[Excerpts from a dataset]
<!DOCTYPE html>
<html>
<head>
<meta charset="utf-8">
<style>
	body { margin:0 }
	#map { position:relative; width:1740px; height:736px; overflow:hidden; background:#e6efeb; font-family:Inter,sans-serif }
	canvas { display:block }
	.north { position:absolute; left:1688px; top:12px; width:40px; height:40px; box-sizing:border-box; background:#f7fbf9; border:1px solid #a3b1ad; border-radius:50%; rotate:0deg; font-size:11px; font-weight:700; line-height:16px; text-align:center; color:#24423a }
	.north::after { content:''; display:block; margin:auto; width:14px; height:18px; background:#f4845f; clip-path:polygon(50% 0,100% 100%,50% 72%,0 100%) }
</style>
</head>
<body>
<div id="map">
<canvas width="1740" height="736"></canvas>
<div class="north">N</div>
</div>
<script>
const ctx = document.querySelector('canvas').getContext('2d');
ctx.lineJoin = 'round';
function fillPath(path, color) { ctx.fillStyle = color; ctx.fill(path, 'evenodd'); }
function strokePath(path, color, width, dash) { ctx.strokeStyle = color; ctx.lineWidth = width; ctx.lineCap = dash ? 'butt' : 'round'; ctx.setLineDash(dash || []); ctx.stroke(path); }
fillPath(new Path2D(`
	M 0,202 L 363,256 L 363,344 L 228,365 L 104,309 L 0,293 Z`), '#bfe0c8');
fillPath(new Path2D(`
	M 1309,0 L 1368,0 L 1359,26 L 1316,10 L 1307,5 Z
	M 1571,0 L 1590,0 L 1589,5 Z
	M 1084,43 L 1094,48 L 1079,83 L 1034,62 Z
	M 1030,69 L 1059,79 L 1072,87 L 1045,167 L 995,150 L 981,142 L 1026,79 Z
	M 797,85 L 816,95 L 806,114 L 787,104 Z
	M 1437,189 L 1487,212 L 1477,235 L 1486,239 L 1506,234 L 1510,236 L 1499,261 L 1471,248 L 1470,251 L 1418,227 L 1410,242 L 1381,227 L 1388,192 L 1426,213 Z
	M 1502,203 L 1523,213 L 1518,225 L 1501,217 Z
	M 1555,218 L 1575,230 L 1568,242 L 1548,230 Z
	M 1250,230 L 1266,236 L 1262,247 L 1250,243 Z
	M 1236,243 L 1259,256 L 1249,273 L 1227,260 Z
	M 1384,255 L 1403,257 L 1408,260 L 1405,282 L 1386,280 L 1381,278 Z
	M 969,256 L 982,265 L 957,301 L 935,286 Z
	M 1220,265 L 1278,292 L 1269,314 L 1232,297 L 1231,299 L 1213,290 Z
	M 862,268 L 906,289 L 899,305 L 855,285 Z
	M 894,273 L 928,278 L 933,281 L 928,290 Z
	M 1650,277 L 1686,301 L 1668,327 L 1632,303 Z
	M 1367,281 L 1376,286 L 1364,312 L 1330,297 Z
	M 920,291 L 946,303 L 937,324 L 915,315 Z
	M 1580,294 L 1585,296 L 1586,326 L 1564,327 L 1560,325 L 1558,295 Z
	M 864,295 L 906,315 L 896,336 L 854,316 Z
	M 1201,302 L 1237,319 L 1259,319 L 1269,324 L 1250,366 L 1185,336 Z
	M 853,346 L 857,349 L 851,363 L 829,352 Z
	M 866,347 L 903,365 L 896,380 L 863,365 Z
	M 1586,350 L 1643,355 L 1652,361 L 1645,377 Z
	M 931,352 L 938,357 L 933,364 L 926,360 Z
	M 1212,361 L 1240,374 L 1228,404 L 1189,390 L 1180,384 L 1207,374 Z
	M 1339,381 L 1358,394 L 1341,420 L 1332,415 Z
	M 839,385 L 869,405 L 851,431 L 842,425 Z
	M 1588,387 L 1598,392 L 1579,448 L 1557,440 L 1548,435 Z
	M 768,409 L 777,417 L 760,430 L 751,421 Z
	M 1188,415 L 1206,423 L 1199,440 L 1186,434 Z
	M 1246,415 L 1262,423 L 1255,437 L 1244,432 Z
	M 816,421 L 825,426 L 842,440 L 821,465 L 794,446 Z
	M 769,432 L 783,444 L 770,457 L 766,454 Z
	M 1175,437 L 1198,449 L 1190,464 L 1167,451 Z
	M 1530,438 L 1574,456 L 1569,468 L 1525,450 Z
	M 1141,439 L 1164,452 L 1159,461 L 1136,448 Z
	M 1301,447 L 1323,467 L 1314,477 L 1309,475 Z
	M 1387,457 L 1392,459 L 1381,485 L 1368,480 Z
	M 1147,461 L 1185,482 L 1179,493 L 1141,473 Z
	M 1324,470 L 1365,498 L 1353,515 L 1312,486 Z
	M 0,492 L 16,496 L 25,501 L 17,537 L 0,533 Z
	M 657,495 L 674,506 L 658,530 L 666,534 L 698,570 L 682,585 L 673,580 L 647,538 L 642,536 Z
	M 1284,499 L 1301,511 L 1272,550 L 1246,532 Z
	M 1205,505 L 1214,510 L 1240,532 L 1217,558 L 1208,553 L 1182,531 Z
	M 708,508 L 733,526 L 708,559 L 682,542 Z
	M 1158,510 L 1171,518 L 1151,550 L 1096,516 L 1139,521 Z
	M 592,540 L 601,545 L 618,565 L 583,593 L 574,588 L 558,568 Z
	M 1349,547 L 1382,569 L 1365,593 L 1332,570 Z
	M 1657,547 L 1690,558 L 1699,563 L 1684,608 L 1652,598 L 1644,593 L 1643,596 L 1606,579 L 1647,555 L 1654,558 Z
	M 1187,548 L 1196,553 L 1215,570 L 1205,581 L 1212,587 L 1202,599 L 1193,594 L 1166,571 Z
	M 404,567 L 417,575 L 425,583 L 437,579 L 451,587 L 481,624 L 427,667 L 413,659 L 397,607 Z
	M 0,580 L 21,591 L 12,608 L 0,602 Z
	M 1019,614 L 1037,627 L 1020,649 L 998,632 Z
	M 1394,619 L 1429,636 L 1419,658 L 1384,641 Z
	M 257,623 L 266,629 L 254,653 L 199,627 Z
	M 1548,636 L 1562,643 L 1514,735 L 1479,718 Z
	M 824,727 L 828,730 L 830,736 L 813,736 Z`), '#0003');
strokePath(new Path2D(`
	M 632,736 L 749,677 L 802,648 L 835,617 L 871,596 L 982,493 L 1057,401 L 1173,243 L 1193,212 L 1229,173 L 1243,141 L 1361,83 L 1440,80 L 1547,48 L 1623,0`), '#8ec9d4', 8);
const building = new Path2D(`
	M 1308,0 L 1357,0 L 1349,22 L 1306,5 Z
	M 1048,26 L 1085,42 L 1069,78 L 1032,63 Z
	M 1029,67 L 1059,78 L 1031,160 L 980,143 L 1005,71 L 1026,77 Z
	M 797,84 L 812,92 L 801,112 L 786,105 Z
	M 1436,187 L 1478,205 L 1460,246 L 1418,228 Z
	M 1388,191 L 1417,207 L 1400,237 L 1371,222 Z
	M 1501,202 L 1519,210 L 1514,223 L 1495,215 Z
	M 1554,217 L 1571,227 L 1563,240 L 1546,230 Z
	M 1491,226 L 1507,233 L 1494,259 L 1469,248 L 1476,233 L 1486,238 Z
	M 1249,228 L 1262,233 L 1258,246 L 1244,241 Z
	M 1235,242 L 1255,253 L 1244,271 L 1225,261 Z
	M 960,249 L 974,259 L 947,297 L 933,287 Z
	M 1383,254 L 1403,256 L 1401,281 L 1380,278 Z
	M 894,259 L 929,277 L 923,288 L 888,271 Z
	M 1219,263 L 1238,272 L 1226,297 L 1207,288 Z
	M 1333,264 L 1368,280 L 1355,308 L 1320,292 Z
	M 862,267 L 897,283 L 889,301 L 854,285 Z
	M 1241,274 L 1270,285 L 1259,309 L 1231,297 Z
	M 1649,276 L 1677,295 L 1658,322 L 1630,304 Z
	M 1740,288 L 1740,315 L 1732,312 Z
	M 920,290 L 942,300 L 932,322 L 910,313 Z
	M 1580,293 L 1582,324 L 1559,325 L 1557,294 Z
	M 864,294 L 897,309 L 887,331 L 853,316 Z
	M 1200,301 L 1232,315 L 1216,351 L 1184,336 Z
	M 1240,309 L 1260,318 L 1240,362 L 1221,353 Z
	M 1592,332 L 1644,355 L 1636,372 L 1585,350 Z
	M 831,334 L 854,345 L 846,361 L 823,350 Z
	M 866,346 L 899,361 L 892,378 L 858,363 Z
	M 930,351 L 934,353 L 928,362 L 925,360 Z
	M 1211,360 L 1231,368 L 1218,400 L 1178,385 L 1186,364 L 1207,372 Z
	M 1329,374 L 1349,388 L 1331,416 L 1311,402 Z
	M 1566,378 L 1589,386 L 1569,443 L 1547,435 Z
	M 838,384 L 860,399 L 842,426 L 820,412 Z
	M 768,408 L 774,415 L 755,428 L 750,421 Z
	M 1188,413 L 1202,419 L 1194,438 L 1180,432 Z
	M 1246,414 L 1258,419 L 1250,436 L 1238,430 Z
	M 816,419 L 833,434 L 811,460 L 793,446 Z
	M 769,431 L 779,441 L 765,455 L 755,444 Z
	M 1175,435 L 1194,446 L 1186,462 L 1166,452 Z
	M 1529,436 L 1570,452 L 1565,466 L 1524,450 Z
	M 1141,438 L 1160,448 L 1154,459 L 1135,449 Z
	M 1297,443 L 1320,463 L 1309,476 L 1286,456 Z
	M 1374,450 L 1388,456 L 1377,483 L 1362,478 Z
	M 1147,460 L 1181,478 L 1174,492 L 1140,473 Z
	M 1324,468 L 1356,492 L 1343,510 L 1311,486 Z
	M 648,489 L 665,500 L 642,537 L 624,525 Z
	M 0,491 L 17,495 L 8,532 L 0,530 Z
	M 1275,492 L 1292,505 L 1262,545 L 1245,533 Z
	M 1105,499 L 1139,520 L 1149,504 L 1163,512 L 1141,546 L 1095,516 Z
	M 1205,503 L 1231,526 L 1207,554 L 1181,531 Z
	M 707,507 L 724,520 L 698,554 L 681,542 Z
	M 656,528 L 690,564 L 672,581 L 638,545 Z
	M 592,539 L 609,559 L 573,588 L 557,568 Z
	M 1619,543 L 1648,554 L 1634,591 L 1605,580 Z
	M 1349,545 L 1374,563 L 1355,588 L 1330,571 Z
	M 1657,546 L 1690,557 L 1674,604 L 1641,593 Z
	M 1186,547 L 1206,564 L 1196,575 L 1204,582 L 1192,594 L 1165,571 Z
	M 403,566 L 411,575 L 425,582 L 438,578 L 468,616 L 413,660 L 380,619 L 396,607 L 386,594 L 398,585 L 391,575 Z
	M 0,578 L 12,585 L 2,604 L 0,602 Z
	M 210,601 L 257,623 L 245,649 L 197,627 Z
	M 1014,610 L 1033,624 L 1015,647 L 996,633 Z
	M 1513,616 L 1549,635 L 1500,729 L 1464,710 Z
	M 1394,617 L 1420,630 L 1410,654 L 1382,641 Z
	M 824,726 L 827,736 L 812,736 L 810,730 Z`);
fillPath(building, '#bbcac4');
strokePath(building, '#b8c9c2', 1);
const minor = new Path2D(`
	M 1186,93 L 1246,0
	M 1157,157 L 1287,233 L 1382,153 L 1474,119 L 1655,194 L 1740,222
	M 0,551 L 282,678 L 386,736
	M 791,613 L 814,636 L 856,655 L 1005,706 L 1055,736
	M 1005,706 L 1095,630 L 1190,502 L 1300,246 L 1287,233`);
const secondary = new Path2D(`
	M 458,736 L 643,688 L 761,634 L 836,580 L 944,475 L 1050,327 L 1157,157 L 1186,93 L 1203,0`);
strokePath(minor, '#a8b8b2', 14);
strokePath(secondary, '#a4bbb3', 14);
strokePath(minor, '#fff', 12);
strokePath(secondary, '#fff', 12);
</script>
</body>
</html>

> _Task requirements_
Check every line of the entries for the string "canvas". Give only the number of lines that hold it.

> _Solution to this exercise_
3